_Work instructions_. Each line holding the string "content" is to be copied from the data.

:: Data

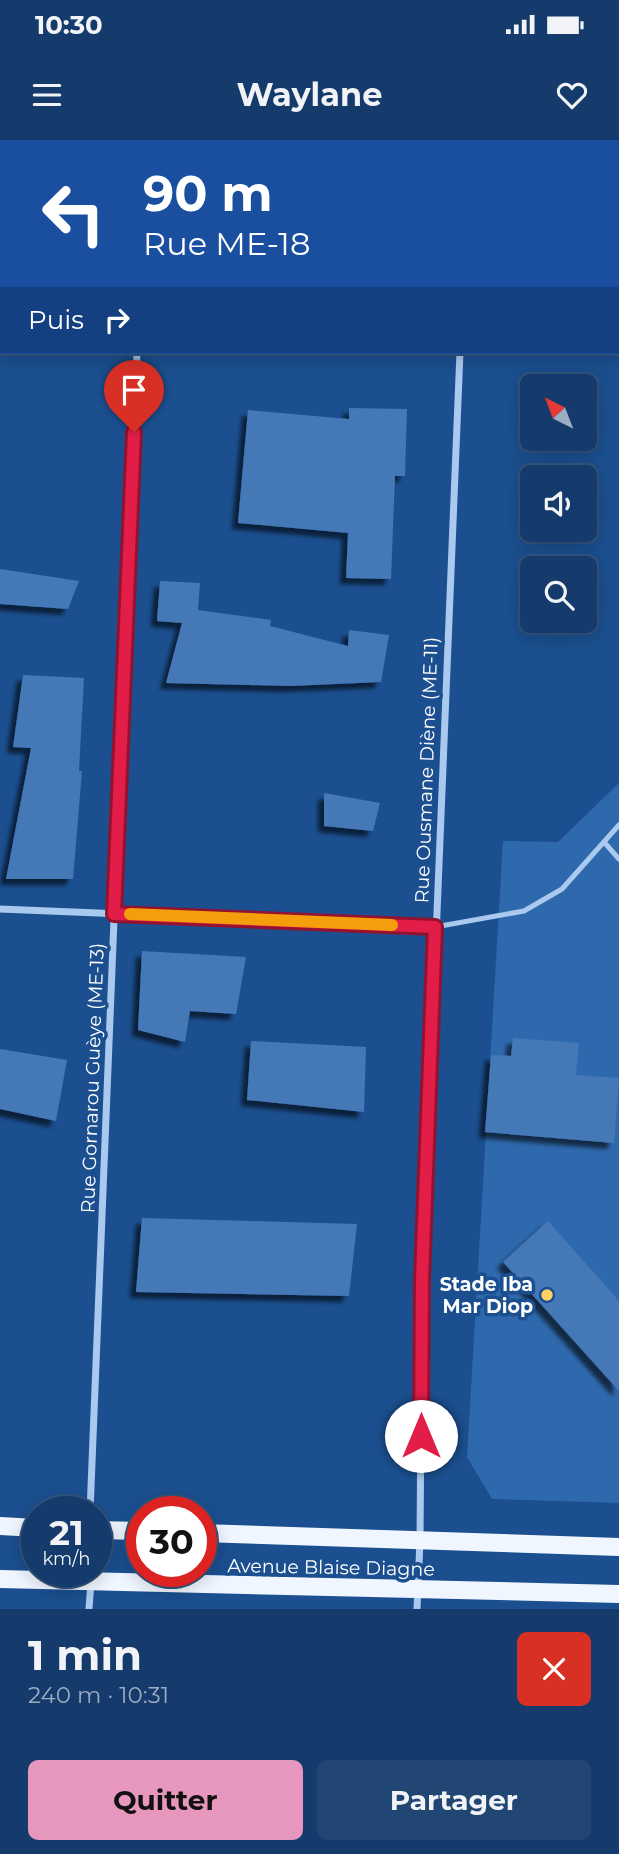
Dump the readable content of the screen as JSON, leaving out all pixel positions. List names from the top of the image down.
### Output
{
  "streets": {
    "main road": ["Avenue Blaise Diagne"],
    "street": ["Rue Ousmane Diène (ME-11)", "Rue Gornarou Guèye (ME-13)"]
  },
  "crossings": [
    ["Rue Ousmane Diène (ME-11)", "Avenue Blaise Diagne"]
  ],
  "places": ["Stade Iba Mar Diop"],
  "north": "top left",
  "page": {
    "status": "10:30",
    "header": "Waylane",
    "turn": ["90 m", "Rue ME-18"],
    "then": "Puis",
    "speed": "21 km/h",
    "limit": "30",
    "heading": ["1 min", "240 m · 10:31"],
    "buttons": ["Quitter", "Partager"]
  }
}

::::
:: Data

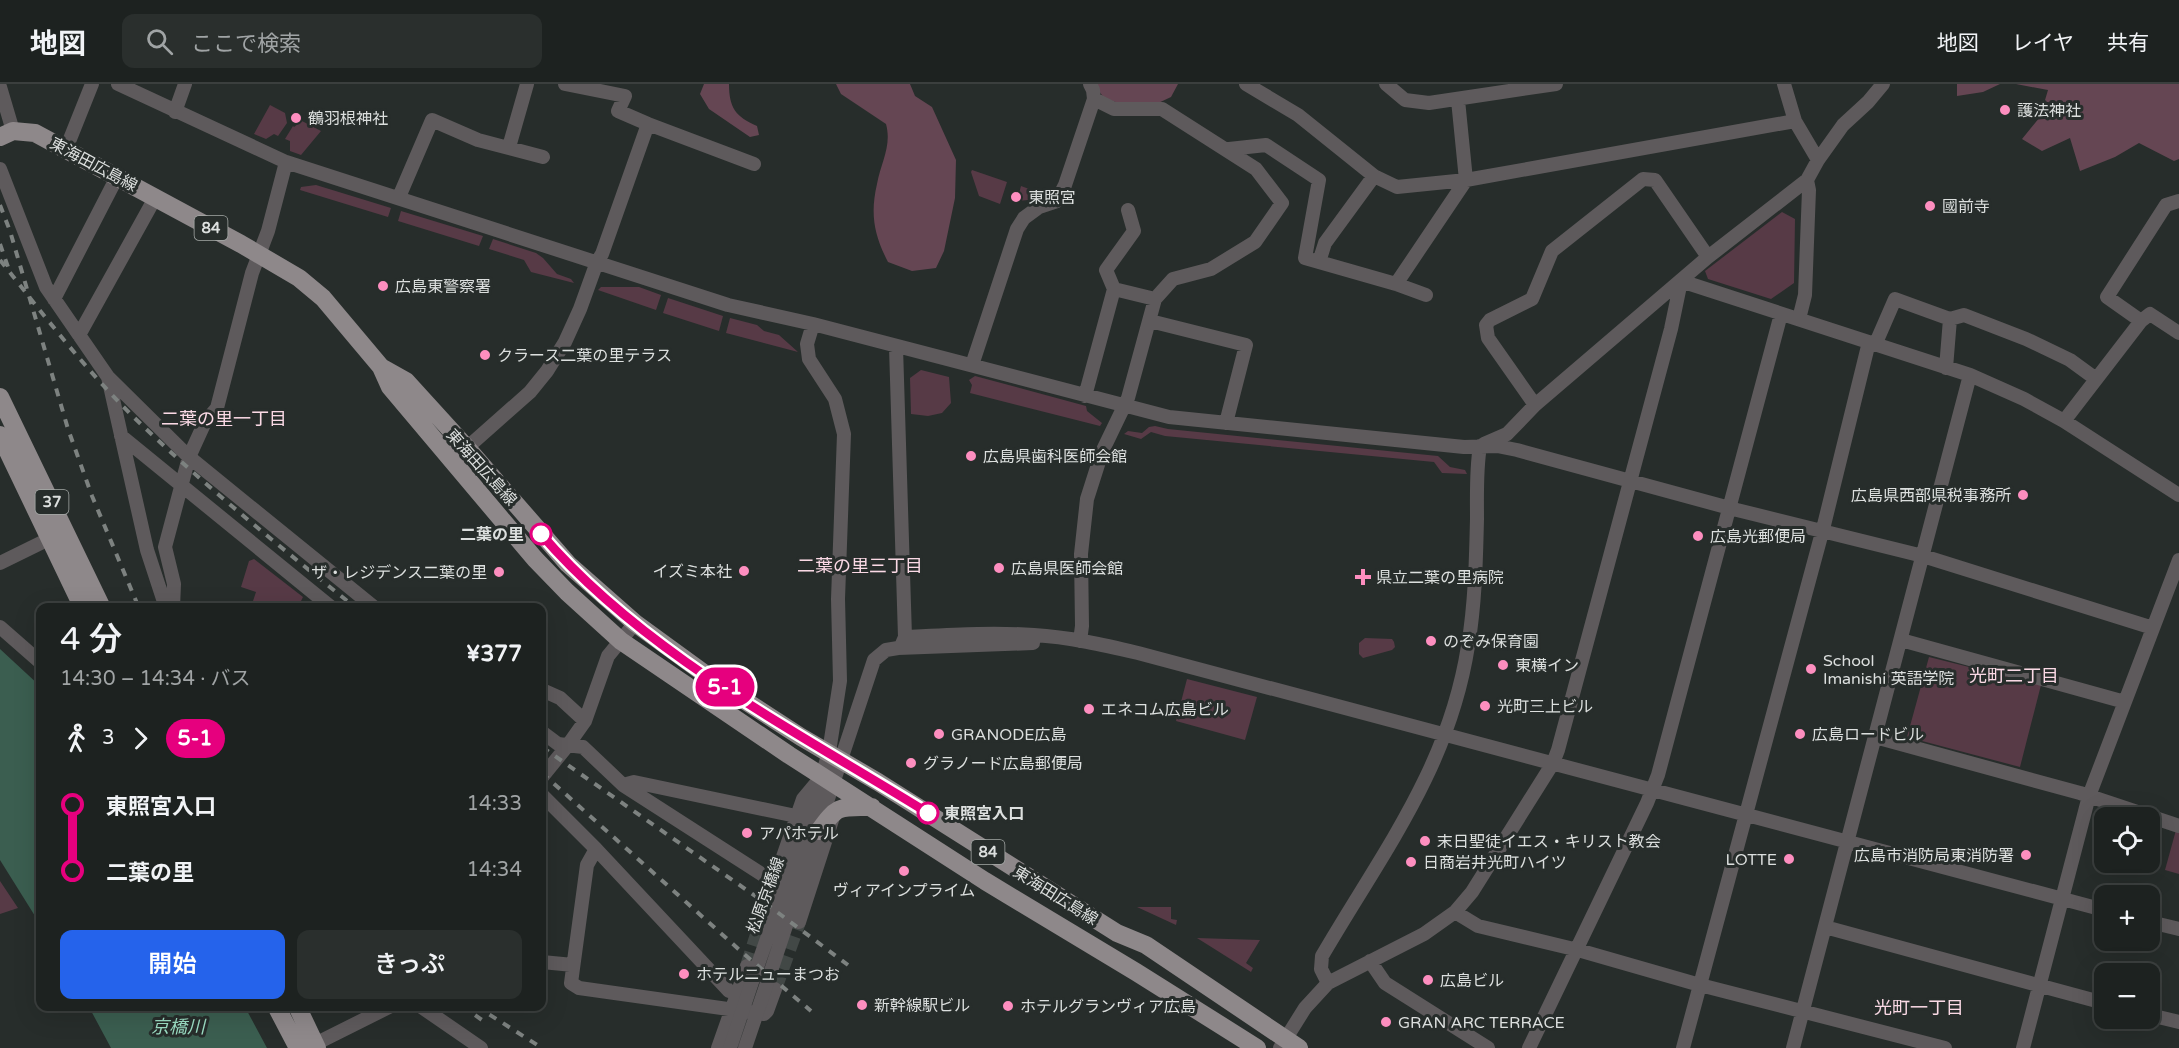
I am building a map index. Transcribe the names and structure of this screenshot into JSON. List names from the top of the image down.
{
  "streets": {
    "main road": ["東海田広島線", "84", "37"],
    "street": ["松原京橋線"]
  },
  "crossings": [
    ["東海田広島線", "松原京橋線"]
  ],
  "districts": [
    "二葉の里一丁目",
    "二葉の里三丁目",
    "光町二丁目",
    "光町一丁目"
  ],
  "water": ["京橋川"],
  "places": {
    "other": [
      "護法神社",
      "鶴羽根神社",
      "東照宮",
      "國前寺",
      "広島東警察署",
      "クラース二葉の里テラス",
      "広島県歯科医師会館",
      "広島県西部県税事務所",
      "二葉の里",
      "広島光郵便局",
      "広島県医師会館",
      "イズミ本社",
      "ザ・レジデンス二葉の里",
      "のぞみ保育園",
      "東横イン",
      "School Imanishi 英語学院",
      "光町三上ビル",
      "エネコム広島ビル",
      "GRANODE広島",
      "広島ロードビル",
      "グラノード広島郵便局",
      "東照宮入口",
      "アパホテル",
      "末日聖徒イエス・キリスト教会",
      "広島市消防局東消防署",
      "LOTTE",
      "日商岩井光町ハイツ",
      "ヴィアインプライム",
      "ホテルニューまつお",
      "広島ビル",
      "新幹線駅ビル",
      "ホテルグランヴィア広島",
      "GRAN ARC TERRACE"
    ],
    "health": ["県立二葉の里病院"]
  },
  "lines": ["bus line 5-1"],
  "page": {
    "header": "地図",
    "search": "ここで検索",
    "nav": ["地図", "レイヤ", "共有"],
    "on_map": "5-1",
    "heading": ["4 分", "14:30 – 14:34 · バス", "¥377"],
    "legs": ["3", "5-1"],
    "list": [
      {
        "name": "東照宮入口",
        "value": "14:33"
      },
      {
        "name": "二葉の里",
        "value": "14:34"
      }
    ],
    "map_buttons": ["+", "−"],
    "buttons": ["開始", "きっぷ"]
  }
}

::::
:: Data

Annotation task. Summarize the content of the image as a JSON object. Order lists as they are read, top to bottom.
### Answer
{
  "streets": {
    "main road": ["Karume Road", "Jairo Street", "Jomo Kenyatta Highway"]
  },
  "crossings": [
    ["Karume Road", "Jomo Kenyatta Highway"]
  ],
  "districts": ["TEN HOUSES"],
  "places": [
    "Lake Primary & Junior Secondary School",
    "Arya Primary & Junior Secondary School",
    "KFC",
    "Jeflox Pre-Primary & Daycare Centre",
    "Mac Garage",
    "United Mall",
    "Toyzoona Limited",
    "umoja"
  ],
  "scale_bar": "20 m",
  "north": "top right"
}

::::

_Response to the exercise_.
Dump the readable content of the screen as JSON, leaving out all pixel positions. List names from the top of the image down.
Annotation task. Summarize the content of the image as a JSON object. Order lists as they are read, top to bottom.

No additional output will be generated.